PROBLEM TO SOLVE
Check each line of the records below for the word "nowrap" and give the number of lines that have it, with nothing added.
*** DATA LISTING ***
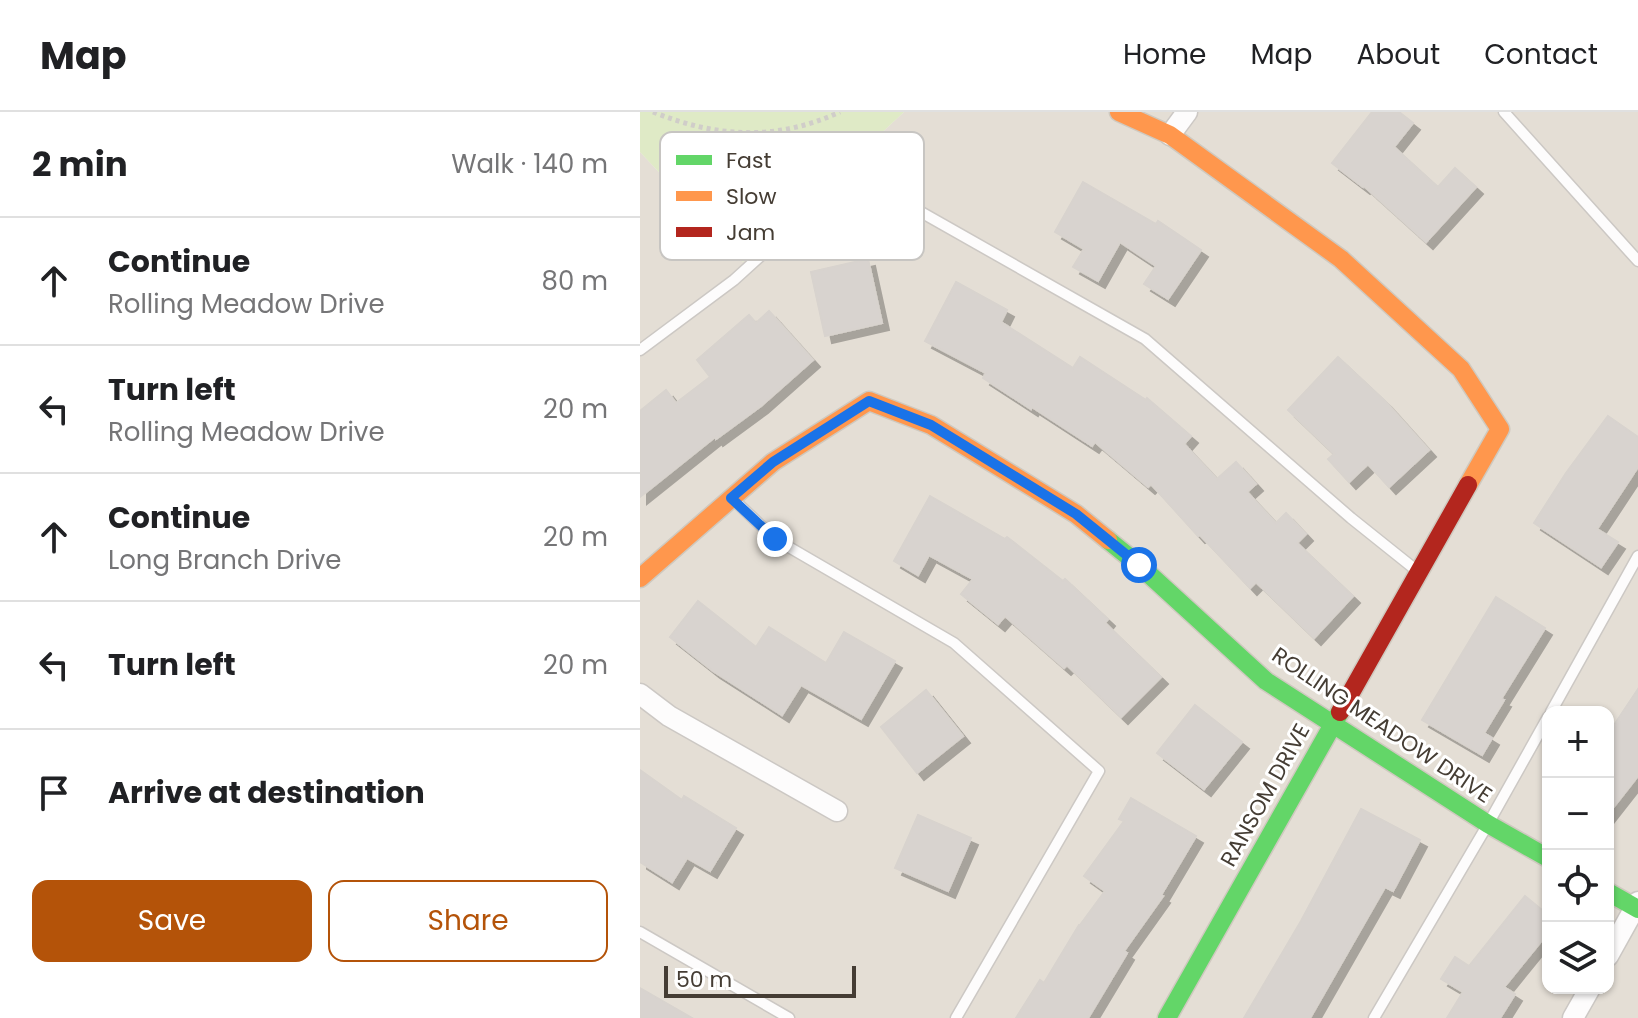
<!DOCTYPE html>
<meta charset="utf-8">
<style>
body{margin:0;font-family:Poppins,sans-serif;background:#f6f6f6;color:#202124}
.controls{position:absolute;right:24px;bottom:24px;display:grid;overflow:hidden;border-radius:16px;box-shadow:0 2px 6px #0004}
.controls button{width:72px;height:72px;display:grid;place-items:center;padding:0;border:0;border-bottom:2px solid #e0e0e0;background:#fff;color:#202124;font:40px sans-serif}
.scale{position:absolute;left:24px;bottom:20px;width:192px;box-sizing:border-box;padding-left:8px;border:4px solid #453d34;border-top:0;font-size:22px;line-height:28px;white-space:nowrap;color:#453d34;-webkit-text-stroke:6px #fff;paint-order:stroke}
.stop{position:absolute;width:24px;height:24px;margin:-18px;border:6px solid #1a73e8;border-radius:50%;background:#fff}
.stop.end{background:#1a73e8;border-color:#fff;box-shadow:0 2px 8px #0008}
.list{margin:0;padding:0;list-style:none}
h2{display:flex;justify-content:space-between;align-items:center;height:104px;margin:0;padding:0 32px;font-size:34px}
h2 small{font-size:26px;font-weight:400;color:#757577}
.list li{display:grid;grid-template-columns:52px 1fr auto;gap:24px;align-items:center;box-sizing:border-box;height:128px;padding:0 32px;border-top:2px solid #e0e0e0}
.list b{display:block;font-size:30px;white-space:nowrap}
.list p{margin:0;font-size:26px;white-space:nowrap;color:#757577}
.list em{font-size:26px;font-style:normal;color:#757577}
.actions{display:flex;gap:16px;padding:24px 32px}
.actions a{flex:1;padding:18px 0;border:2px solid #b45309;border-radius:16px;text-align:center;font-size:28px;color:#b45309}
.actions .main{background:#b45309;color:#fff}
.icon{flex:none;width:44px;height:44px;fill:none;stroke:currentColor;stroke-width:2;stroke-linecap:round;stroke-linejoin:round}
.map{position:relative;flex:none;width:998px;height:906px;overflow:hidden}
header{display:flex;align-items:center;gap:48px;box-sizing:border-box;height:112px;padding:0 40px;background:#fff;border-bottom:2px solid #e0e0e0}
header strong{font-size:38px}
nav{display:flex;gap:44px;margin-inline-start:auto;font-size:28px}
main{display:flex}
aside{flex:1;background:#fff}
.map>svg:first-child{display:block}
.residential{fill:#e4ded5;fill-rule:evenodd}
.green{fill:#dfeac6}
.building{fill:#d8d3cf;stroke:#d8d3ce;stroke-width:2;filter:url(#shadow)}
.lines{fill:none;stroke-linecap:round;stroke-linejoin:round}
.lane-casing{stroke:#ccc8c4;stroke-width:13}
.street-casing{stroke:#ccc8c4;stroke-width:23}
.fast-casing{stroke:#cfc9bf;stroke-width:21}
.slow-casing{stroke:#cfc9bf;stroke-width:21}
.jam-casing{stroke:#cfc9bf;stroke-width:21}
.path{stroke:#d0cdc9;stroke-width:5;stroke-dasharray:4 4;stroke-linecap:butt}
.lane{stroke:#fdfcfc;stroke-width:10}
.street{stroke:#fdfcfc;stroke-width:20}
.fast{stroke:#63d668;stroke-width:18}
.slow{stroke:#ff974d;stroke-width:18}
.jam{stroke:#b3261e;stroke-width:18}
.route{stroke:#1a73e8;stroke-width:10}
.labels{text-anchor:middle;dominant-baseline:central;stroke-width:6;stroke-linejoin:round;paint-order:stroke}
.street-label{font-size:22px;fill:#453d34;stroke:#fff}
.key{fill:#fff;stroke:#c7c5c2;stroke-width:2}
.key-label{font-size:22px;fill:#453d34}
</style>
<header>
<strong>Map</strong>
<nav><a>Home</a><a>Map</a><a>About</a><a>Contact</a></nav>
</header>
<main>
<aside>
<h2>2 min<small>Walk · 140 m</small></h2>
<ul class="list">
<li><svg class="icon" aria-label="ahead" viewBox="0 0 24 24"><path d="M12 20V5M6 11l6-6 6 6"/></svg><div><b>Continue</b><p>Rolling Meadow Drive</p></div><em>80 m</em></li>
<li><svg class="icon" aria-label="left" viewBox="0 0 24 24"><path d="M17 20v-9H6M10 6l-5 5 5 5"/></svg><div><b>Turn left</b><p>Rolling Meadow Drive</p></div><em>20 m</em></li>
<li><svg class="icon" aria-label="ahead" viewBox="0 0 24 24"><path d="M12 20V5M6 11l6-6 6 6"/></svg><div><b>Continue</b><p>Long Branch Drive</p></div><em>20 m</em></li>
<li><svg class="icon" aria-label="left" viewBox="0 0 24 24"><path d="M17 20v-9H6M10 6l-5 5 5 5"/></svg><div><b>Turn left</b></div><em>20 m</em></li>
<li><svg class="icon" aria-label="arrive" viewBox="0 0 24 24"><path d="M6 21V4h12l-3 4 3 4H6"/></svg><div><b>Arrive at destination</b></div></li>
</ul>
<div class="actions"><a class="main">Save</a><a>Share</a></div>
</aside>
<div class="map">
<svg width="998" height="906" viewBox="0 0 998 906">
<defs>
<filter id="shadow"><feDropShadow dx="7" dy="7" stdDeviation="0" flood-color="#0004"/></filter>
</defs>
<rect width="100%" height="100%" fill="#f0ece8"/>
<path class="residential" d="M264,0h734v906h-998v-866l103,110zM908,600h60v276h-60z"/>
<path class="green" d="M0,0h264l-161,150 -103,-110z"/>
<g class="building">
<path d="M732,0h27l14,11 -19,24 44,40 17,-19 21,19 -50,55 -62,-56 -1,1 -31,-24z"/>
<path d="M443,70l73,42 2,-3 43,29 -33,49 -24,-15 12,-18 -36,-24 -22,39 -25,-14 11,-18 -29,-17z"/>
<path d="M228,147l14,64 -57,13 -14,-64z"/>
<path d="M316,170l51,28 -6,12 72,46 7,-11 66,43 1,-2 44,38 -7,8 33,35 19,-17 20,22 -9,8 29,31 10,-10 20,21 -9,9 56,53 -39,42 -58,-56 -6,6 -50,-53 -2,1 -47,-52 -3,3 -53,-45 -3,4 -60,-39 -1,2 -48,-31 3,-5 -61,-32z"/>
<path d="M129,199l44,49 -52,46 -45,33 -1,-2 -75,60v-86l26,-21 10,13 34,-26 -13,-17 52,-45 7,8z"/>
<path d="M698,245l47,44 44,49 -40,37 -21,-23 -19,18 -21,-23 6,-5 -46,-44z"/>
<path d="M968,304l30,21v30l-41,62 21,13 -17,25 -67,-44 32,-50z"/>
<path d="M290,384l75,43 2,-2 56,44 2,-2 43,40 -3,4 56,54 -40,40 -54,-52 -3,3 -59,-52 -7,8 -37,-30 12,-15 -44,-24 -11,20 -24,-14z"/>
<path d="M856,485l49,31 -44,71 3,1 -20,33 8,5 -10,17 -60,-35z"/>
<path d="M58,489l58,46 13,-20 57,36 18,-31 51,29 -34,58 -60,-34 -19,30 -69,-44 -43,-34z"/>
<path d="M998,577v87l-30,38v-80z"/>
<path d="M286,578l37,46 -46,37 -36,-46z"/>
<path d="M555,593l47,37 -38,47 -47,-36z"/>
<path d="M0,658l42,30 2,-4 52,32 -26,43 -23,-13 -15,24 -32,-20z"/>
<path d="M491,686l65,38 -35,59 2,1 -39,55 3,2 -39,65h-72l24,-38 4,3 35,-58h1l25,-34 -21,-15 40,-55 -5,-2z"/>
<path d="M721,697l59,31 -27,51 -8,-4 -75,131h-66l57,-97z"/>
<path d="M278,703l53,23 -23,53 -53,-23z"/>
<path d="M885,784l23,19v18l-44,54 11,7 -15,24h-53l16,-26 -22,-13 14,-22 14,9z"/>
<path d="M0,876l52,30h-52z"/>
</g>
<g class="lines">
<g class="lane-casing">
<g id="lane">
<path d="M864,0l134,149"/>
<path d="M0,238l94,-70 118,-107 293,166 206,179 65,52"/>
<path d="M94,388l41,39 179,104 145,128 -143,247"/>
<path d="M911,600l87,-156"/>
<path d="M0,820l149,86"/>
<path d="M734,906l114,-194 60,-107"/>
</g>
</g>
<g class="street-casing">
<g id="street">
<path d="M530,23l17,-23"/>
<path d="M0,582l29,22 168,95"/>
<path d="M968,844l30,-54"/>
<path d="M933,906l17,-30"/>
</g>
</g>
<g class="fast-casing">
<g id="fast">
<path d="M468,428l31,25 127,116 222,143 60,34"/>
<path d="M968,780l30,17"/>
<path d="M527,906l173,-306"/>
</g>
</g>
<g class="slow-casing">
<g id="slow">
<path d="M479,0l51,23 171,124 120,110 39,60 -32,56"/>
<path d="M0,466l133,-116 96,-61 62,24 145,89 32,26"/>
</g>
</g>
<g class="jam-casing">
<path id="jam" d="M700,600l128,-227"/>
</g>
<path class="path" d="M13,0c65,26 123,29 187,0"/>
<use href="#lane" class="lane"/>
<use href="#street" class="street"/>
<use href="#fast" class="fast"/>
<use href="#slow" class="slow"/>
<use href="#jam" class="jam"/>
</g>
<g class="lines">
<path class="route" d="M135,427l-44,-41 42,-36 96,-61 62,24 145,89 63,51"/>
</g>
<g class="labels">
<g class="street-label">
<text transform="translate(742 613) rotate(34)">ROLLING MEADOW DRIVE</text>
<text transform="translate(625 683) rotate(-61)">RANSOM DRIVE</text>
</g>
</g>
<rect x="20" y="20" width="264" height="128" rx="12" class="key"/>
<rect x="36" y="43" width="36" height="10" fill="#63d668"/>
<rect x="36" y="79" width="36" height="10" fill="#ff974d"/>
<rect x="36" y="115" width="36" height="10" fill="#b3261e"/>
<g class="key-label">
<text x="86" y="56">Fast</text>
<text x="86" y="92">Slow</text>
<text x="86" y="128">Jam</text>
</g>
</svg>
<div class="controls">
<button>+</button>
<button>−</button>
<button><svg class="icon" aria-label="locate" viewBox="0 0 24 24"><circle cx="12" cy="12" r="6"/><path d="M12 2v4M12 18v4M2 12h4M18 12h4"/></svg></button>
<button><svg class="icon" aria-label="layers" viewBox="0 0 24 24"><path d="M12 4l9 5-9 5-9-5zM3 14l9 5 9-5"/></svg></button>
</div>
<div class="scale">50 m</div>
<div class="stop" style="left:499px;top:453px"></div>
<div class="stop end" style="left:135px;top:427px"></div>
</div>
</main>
*** End of DATA LISTING ***
RESPONSE
3